You can create an algorithm by using either the Amazon SageMaker console or the Amazon SageMaker API.

Create an Algorithm Resource (Console)

To create an algorithm resource (console)

  1. Open the Amazon SageMaker console at https://console.aws.amazon.com/sagemaker/.

  2. Choose Algorithms, then choose Create algorithm.

  3. On the Training specifications page, provide the following information:

    1. For Algorithm name, type a name for your algorithm. The algorithm name must be unique in your account and in the AWS region. The name must have 1 to 64 characters. Valid characters are a-z, A-Z, 0-9, and - (hyphen).

    2. Type a description for your algorithm. This description appears in the Amazon SageMaker console and in the AWS Marketplace.

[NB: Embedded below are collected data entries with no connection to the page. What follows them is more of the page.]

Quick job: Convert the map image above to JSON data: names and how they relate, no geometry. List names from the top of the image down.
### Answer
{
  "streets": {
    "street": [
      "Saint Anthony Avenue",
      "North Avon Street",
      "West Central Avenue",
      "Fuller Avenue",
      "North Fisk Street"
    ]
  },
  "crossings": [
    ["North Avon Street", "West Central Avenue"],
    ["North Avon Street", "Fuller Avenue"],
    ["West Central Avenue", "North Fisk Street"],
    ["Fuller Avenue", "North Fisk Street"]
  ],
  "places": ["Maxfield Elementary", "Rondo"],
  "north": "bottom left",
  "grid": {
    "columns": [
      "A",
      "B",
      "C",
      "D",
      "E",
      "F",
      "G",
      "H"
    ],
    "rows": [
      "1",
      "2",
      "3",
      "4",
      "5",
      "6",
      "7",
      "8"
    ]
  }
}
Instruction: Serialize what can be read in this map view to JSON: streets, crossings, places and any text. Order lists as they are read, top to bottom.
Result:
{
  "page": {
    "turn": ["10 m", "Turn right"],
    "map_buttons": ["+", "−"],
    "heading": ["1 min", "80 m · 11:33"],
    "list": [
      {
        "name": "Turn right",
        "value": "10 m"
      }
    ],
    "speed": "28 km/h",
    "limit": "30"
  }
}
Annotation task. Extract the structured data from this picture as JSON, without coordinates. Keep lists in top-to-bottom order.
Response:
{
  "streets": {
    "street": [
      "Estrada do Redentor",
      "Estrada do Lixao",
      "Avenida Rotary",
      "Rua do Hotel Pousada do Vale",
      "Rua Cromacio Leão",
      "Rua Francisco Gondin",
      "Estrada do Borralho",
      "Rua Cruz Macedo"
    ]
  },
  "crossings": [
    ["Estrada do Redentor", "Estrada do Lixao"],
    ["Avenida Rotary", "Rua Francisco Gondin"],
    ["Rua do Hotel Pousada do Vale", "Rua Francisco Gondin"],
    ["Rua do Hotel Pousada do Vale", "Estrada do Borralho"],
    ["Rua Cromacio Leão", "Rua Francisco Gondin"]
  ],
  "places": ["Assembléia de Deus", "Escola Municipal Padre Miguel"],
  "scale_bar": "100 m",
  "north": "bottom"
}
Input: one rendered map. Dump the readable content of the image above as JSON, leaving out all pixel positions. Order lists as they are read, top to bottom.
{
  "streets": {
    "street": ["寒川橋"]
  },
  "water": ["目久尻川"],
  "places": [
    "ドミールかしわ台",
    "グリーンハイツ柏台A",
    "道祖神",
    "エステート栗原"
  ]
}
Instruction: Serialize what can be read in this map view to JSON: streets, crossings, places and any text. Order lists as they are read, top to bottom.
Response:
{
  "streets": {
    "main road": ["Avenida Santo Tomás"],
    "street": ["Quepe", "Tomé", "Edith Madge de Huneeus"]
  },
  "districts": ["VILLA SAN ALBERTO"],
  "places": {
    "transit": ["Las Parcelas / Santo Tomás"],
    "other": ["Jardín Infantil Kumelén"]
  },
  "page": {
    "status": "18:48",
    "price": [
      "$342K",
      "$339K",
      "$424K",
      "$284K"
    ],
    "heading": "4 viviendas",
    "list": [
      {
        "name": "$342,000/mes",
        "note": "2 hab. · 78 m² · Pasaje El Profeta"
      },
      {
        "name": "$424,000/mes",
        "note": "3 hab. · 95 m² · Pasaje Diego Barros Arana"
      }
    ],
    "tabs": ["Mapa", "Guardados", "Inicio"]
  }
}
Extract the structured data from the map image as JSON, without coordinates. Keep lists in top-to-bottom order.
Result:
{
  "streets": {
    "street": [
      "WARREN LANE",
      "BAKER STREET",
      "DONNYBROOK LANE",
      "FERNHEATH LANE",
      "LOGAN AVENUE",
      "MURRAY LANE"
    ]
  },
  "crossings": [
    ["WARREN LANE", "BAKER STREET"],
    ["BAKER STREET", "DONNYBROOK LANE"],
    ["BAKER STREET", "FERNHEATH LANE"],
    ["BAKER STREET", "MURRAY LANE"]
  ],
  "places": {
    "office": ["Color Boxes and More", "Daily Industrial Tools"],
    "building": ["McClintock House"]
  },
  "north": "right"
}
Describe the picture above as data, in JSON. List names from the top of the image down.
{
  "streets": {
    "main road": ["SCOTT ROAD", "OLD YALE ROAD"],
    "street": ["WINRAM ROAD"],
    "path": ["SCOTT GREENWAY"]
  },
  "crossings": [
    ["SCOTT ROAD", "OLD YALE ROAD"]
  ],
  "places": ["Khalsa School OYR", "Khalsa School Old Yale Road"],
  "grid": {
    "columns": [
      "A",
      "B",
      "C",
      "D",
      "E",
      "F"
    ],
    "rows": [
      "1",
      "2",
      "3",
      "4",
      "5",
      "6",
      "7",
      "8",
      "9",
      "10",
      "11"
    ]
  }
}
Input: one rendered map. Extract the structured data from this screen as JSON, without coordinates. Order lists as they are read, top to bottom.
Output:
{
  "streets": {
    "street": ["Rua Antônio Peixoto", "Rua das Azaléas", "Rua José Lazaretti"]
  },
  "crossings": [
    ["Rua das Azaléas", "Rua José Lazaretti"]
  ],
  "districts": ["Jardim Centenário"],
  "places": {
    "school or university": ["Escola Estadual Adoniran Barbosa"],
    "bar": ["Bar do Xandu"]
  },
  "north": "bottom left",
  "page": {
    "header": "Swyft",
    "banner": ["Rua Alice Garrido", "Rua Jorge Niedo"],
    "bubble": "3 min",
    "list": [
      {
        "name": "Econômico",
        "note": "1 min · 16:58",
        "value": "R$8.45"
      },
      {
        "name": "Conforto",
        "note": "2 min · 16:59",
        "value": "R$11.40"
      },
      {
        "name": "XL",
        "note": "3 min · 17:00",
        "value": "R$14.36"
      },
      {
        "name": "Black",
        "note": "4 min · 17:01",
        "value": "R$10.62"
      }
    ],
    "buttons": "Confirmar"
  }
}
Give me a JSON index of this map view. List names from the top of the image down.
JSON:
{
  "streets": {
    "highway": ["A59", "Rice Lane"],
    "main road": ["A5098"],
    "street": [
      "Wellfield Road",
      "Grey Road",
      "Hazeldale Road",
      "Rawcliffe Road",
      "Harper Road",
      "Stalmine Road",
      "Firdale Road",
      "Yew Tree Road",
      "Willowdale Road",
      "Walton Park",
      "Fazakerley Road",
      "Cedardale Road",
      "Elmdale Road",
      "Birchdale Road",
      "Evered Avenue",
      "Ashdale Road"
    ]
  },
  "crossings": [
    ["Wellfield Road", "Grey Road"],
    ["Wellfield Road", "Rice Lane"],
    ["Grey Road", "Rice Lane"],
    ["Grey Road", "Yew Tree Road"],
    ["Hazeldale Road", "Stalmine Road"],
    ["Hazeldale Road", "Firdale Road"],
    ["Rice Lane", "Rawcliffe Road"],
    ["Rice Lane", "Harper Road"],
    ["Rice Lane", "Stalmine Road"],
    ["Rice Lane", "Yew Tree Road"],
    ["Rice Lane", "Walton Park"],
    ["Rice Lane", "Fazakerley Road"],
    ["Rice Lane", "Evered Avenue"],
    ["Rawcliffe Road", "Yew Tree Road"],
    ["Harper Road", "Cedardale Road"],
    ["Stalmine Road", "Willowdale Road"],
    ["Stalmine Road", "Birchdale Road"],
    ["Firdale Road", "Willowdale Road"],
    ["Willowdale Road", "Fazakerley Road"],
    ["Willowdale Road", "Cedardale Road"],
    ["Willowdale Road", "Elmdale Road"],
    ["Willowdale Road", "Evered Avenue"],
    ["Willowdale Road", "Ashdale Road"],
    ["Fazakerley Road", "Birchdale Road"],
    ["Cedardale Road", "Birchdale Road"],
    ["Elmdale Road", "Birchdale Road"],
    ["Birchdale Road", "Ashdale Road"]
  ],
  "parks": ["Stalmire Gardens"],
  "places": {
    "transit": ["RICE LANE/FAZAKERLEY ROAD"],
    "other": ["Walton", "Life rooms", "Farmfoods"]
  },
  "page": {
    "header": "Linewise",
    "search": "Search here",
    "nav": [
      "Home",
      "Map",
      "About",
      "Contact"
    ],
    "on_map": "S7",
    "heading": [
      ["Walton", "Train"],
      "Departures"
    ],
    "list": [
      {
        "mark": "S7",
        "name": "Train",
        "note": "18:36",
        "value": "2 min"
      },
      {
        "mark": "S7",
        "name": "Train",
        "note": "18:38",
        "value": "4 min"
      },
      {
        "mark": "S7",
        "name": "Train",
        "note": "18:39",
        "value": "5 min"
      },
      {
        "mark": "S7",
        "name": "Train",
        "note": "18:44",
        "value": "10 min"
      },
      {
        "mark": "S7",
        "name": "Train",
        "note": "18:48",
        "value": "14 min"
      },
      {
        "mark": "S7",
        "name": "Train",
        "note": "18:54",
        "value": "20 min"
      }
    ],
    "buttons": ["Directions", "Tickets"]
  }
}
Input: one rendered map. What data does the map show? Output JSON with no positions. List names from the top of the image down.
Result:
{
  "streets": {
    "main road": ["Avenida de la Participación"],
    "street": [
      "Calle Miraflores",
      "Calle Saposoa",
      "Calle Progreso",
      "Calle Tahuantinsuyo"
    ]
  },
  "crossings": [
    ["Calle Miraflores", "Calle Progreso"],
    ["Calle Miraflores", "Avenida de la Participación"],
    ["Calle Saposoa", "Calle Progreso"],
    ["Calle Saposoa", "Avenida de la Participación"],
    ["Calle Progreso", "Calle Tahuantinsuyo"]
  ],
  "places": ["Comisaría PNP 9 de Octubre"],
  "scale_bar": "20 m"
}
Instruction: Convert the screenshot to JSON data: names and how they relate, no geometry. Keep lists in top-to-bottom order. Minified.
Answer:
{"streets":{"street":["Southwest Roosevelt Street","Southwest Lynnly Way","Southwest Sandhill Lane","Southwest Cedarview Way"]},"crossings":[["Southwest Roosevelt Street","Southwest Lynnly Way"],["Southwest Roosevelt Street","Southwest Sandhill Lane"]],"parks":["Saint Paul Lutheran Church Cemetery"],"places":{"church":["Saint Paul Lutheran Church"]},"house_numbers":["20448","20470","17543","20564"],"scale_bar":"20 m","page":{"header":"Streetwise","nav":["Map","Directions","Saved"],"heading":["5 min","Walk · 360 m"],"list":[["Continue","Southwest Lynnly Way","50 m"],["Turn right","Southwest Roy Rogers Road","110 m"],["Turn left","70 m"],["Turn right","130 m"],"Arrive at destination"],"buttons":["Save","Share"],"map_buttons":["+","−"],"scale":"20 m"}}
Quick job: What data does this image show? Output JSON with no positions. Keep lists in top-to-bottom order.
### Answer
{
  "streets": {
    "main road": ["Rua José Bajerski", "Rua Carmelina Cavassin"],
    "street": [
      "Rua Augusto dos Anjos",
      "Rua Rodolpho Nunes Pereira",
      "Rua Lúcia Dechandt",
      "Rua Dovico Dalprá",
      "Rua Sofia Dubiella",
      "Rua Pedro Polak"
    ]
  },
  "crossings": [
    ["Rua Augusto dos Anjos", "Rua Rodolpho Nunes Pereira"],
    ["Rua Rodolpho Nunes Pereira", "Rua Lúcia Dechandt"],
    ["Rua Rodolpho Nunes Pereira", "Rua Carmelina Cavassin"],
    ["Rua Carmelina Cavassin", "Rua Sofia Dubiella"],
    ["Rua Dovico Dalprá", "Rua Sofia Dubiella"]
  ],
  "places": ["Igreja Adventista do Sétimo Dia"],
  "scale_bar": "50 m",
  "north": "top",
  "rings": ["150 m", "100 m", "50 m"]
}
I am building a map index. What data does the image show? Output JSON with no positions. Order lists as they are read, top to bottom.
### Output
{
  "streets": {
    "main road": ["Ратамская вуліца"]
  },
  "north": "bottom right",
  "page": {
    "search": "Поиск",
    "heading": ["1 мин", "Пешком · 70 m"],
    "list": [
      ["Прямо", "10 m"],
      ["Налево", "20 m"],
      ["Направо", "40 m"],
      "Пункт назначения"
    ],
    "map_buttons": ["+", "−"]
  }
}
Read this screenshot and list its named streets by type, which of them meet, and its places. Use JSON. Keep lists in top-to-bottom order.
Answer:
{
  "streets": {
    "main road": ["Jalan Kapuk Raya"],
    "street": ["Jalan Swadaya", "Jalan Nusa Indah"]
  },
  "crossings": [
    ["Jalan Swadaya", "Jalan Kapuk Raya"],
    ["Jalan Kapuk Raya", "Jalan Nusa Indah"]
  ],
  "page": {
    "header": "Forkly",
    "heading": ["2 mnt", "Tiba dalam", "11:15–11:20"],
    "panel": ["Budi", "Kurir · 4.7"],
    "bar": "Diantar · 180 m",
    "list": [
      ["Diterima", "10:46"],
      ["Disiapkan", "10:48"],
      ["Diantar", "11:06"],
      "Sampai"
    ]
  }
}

    3. For Training image, type the path in Amazon ECR where your training container is stored.

    4. For Support distributed training, Choose Yes if your algorithm supports training on multiple instances. Otherwise, choose No.

    5. For Support instance types for training, choose the instance types that your algorithm supports.

    6. For Channel specification, specify up to 8 channels of input data for your algorithm. For example, you might specify 3 input channels named train, validation, and test. For each channel, specify the following information:

      1. For Channel name, type a name for the channel. The name must have 1 to 64 characters. Valid characters are a-z, A-Z, 0-9, and - (hyphen).

      2. To require the channel for your algorithm, choose Channel required.

      3. Type a description for the channel.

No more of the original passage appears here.